- [Data for review]

**********

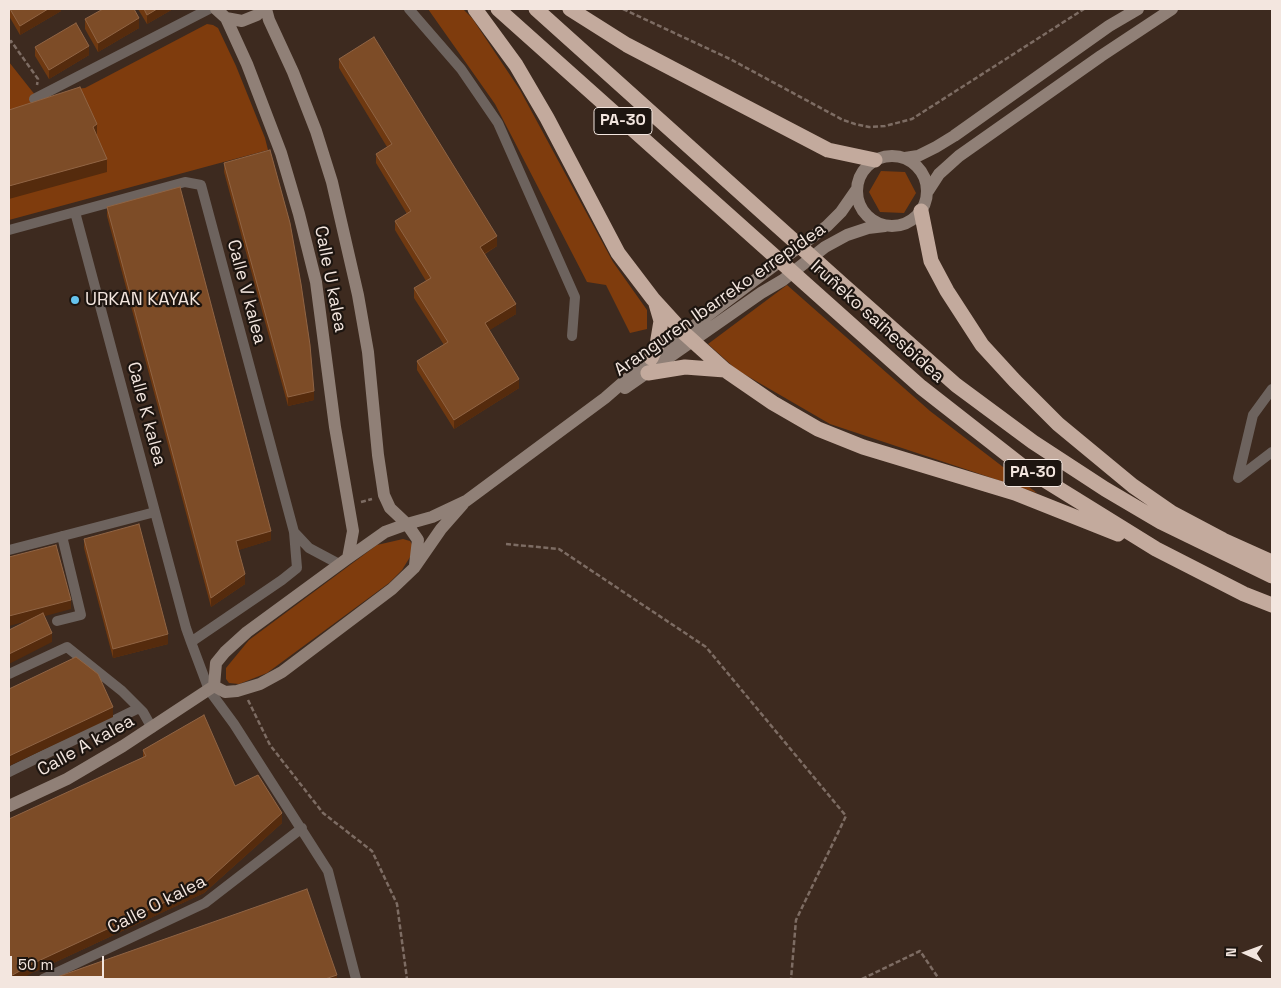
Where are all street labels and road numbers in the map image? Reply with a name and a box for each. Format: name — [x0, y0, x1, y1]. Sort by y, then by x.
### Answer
road number: PA-30 — [594, 108, 652, 134]
street label: Aranguren Ibarreko errepidea — [610, 219, 830, 381]
street label: Calle U kalea — [309, 224, 351, 334]
street label: Calle V kalea — [222, 238, 270, 346]
street label: Iruñeko saihesbidea — [806, 256, 948, 388]
street label: Calle K kalea — [122, 360, 170, 468]
road number: PA-30 — [1004, 459, 1062, 486]
street label: Calle A kalea — [34, 711, 138, 781]
street label: Calle O kalea — [104, 871, 210, 939]

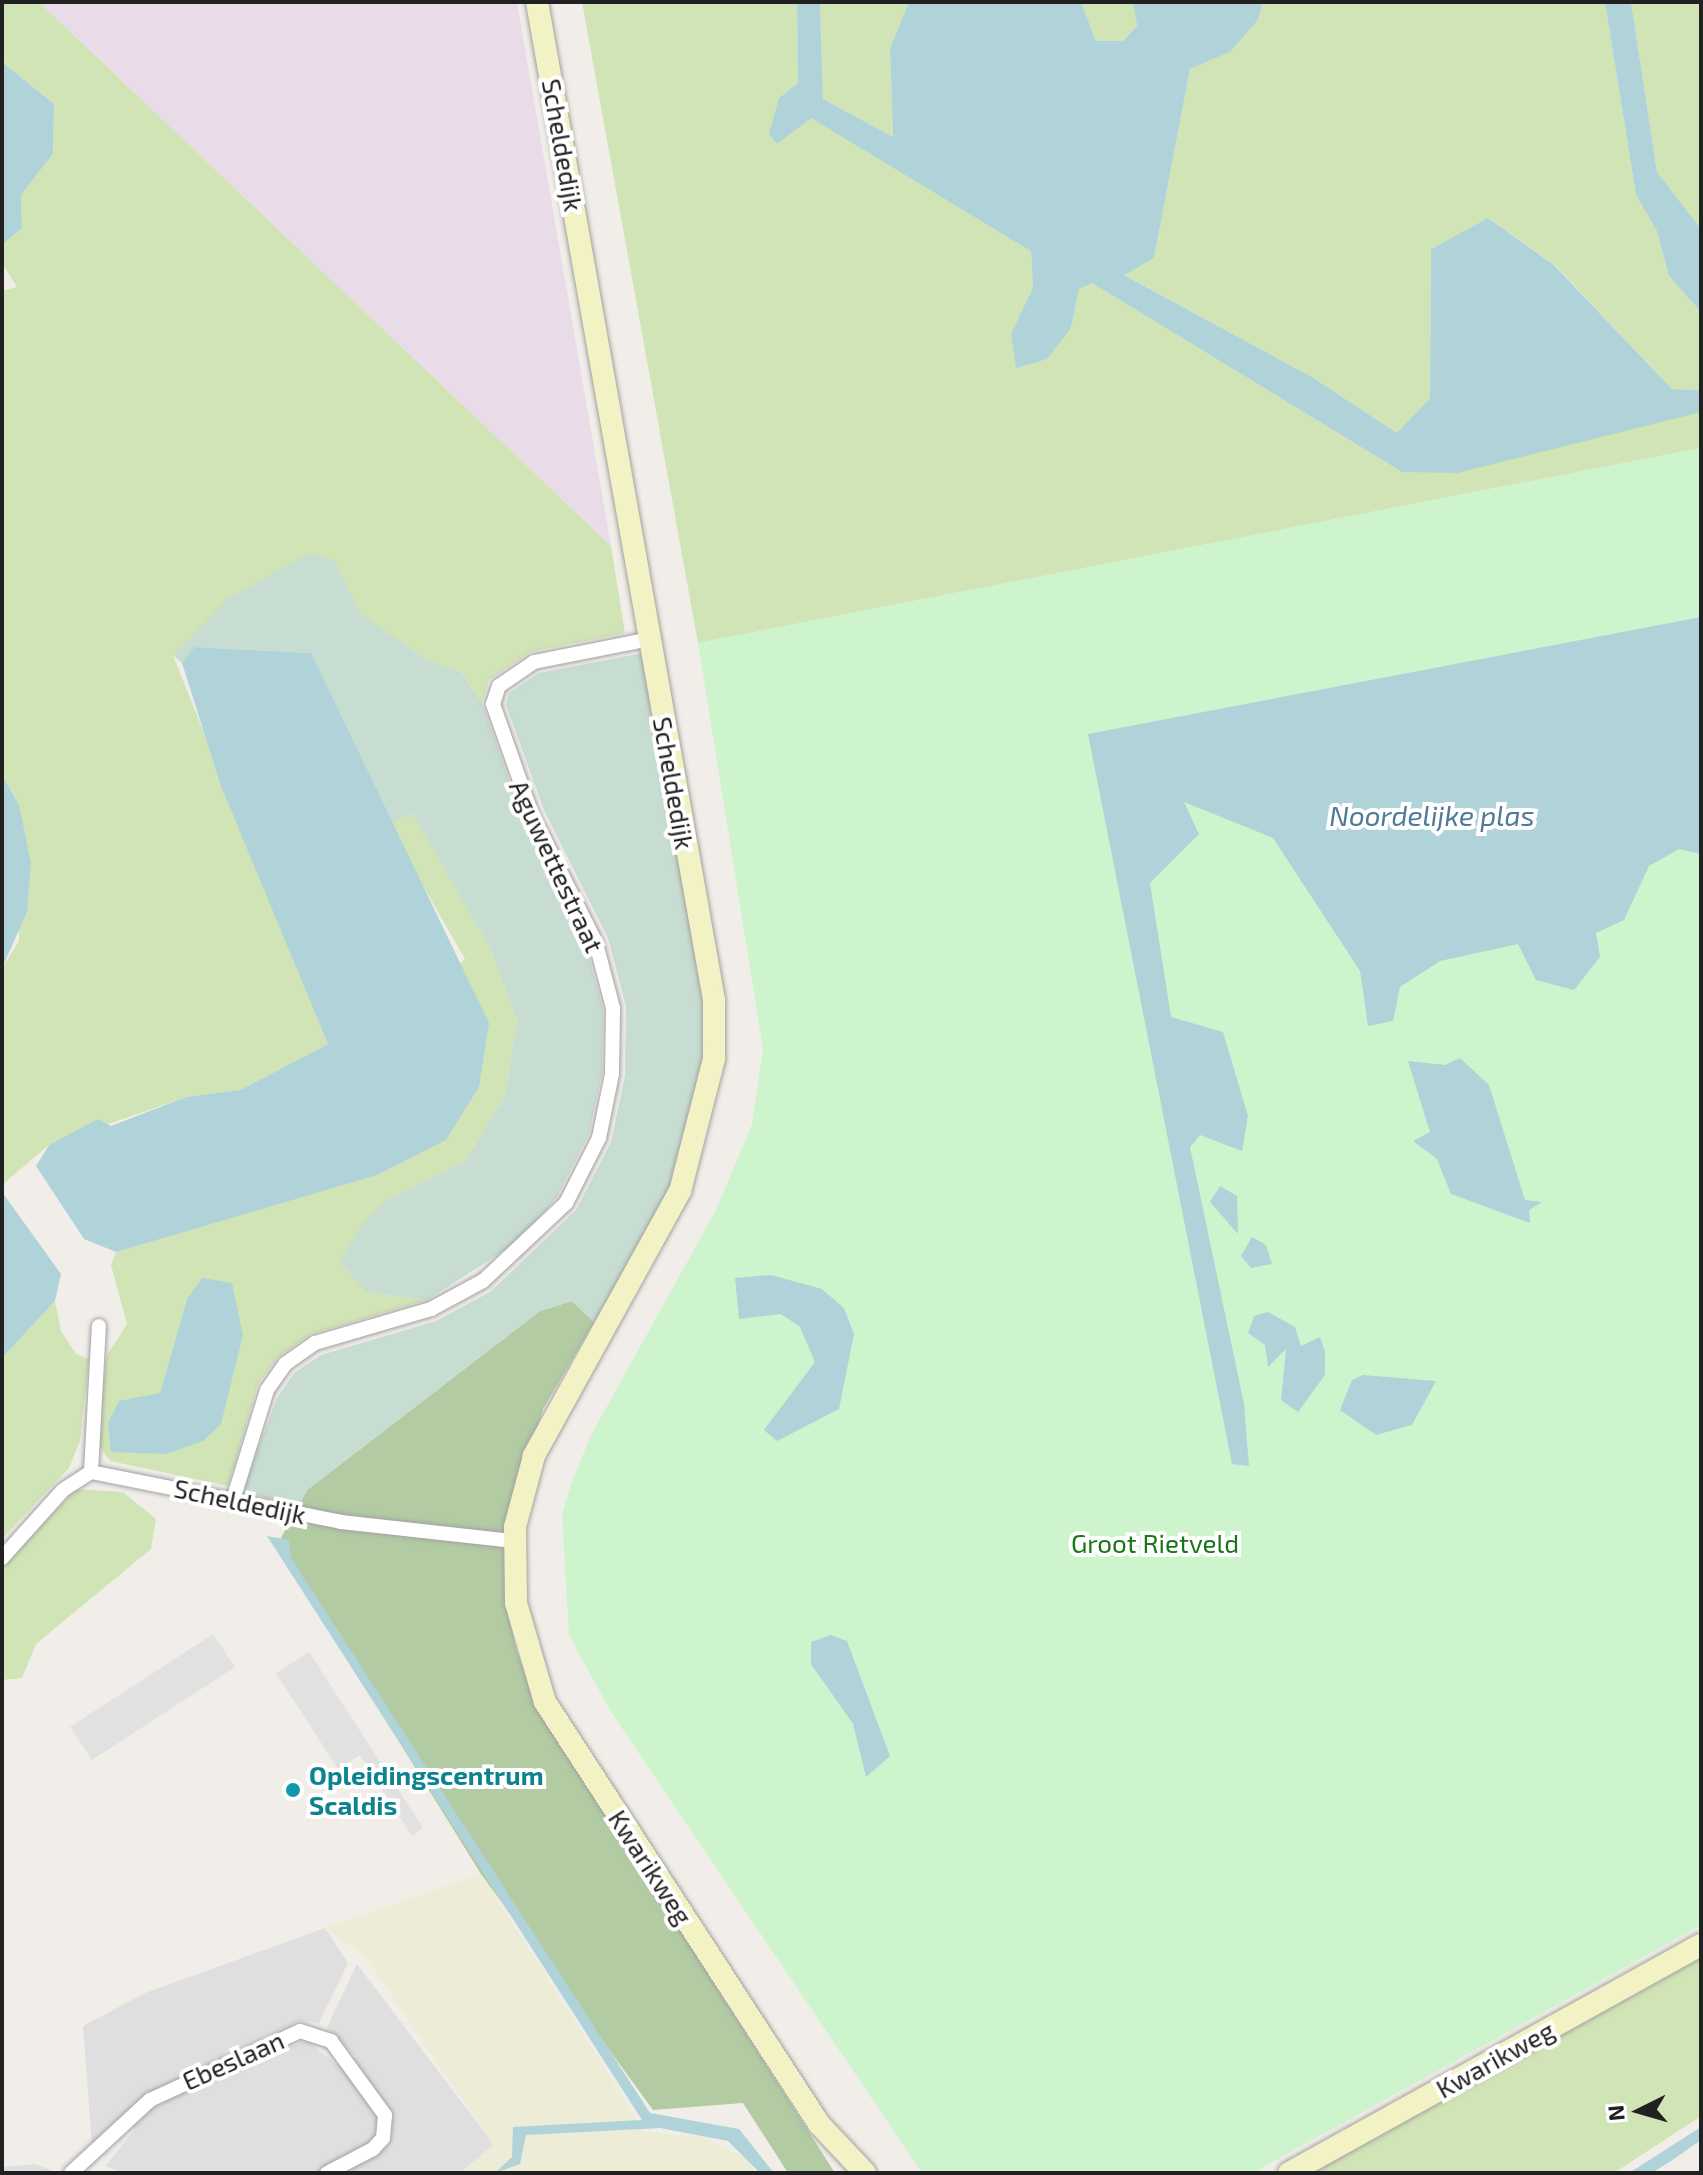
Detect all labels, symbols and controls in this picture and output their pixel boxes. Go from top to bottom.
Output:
street label: Scheldedijk [536,76,590,214]
street label: Scheldedijk [647,714,701,852]
street label: Aguwettestraat [503,775,611,957]
water label: Noordelijke plas [1329,798,1535,832]
street label: Scheldedijk [171,1472,309,1530]
park label: Groot Rietveld [1071,1527,1239,1559]
place label: Opleidingscentrum Scaldis [309,1759,544,1820]
marker: Opleidingscentrum Scaldis [284,1781,302,1799]
street label: Kwarikweg [602,1804,700,1930]
street label: Kwarikweg [1430,2014,1560,2104]
street label: Ebeslaan [177,2024,289,2096]
north arrow [1599,2071,1679,2151]
text: N [1601,2104,1629,2122]

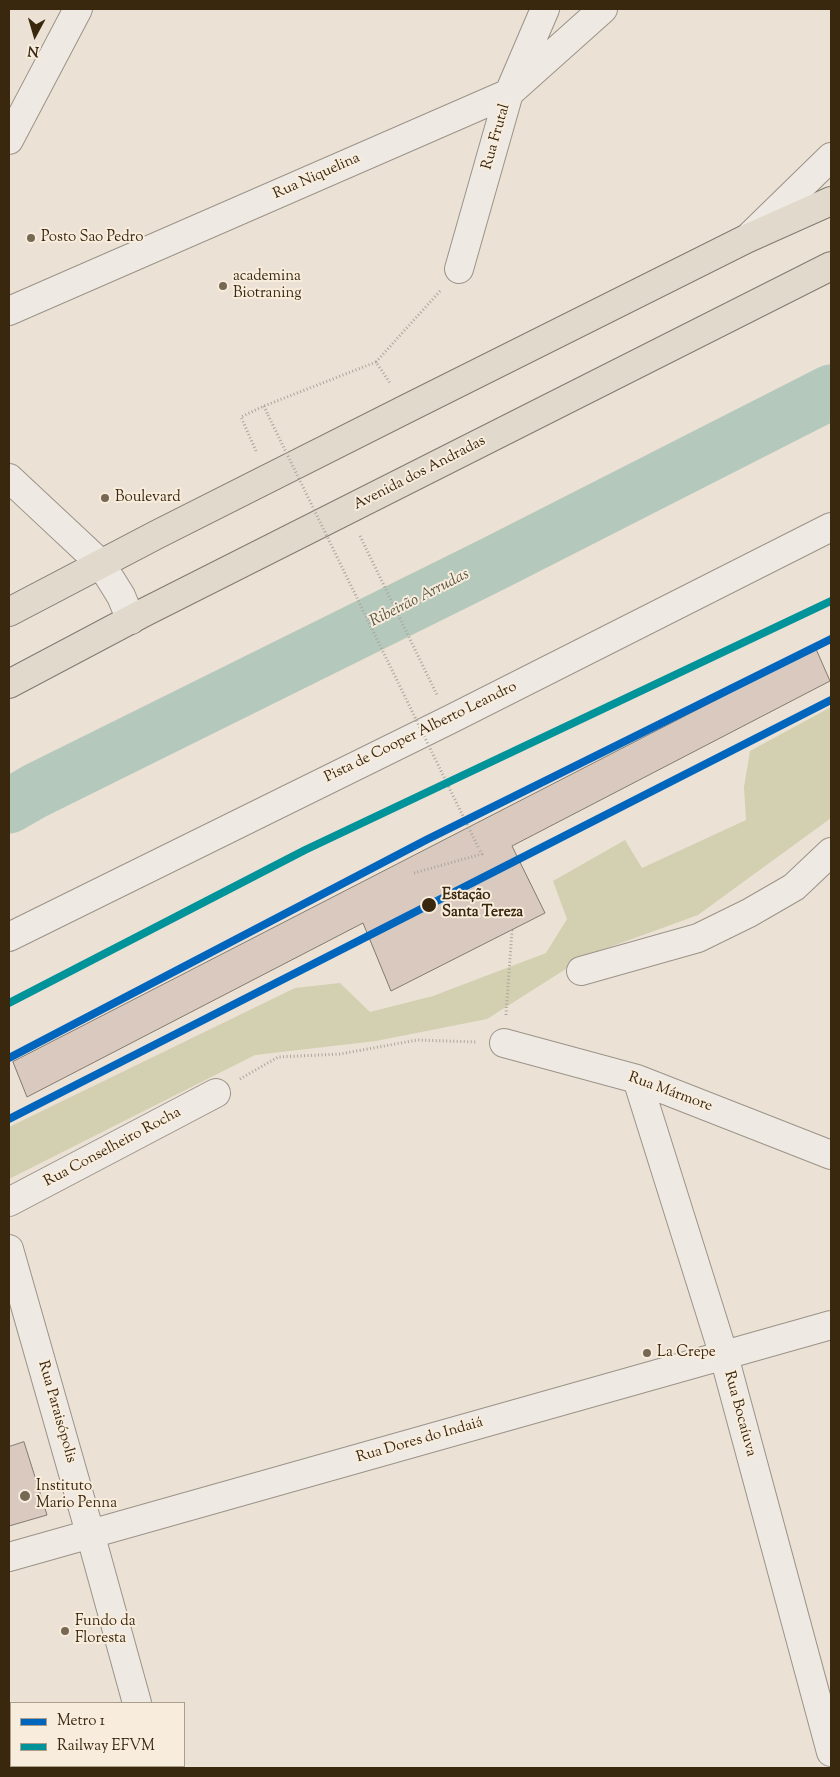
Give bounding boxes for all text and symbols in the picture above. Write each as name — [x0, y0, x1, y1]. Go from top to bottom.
north arrow — [10, 10, 60, 60]
text: N — [27, 39, 40, 60]
street label: Rua Frutal — [479, 102, 515, 172]
street label: Rua Niquelina — [271, 150, 363, 204]
place label: Posto Sao Pedro — [41, 229, 143, 247]
marker: Posto Sao Pedro — [25, 232, 37, 244]
place label: academina Biotraning — [233, 268, 302, 303]
marker: academina Biotraning — [217, 280, 229, 292]
street label: Avenida dos Andradas — [351, 433, 489, 515]
place label: Boulevard — [115, 489, 181, 507]
marker: Boulevard — [99, 492, 111, 504]
water label: Ribeirão Arrudas — [367, 566, 473, 632]
street label: Pista de Cooper Alberto Leandro — [322, 678, 520, 788]
place label: Estação Santa Tereza — [442, 887, 523, 922]
marker: Estação Santa Tereza — [420, 896, 438, 914]
street label: Rua Mármore — [625, 1069, 715, 1117]
street label: Rua Conselheiro Rocha — [41, 1104, 185, 1192]
place label: La Crepe — [657, 1344, 716, 1362]
marker: La Crepe — [641, 1347, 653, 1359]
street label: Rua Paraisópolis — [33, 1359, 79, 1465]
street label: Rua Bocaíuva — [719, 1369, 759, 1459]
street label: Rua Dores do Indaiá — [355, 1414, 485, 1468]
place label: Instituto Mario Penna — [36, 1478, 117, 1513]
marker: Instituto Mario Penna — [18, 1489, 32, 1503]
place label: Fundo da Floresta — [75, 1613, 136, 1648]
marker: Fundo da Floresta — [59, 1625, 71, 1637]
legend — [10, 1702, 185, 1767]
text: Metro 1 — [57, 1711, 105, 1732]
text: Railway EFVM — [57, 1736, 155, 1757]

**********

From the entries above, output every line exactly and omit any image.

- [Answer to the exercise]
Where are all street labels and road numbers in the map image? Reply with a name and a box for each. Format: name — [x0, y0, x1, y1]. Sort by y, then by x.
### Answer
road number: PA-30 — [594, 108, 652, 134]
street label: Aranguren Ibarreko errepidea — [610, 219, 830, 381]
street label: Calle U kalea — [309, 224, 351, 334]
street label: Calle V kalea — [222, 238, 270, 346]
street label: Iruñeko saihesbidea — [806, 256, 948, 388]
street label: Calle K kalea — [122, 360, 170, 468]
road number: PA-30 — [1004, 459, 1062, 486]
street label: Calle A kalea — [34, 711, 138, 781]
street label: Calle O kalea — [104, 871, 210, 939]

Detect all labels, symbols and controls in this picture and output their pixel boxes. Go from top to bottom.
Output:
street label: Scheldedijk [536,76,590,214]
street label: Scheldedijk [647,714,701,852]
street label: Aguwettestraat [503,775,611,957]
water label: Noordelijke plas [1329,798,1535,832]
street label: Scheldedijk [171,1472,309,1530]
park label: Groot Rietveld [1071,1527,1239,1559]
place label: Opleidingscentrum Scaldis [309,1759,544,1820]
marker: Opleidingscentrum Scaldis [284,1781,302,1799]
street label: Kwarikweg [602,1804,700,1930]
street label: Kwarikweg [1430,2014,1560,2104]
street label: Ebeslaan [177,2024,289,2096]
north arrow [1599,2071,1679,2151]
text: N [1601,2104,1629,2122]

Give bounding boxes for all text and symbols in the picture above. Write each as name — [x0, y0, x1, y1]. Go from top to bottom.
north arrow — [10, 10, 60, 60]
text: N — [27, 39, 40, 60]
street label: Rua Frutal — [479, 102, 515, 172]
street label: Rua Niquelina — [271, 150, 363, 204]
place label: Posto Sao Pedro — [41, 229, 143, 247]
marker: Posto Sao Pedro — [25, 232, 37, 244]
place label: academina Biotraning — [233, 268, 302, 303]
marker: academina Biotraning — [217, 280, 229, 292]
street label: Avenida dos Andradas — [351, 433, 489, 515]
place label: Boulevard — [115, 489, 181, 507]
marker: Boulevard — [99, 492, 111, 504]
water label: Ribeirão Arrudas — [367, 566, 473, 632]
street label: Pista de Cooper Alberto Leandro — [322, 678, 520, 788]
place label: Estação Santa Tereza — [442, 887, 523, 922]
marker: Estação Santa Tereza — [420, 896, 438, 914]
street label: Rua Mármore — [625, 1069, 715, 1117]
street label: Rua Conselheiro Rocha — [41, 1104, 185, 1192]
place label: La Crepe — [657, 1344, 716, 1362]
marker: La Crepe — [641, 1347, 653, 1359]
street label: Rua Paraisópolis — [33, 1359, 79, 1465]
street label: Rua Bocaíuva — [719, 1369, 759, 1459]
street label: Rua Dores do Indaiá — [355, 1414, 485, 1468]
place label: Instituto Mario Penna — [36, 1478, 117, 1513]
marker: Instituto Mario Penna — [18, 1489, 32, 1503]
place label: Fundo da Floresta — [75, 1613, 136, 1648]
marker: Fundo da Floresta — [59, 1625, 71, 1637]
legend — [10, 1702, 185, 1767]
text: Metro 1 — [57, 1711, 105, 1732]
text: Railway EFVM — [57, 1736, 155, 1757]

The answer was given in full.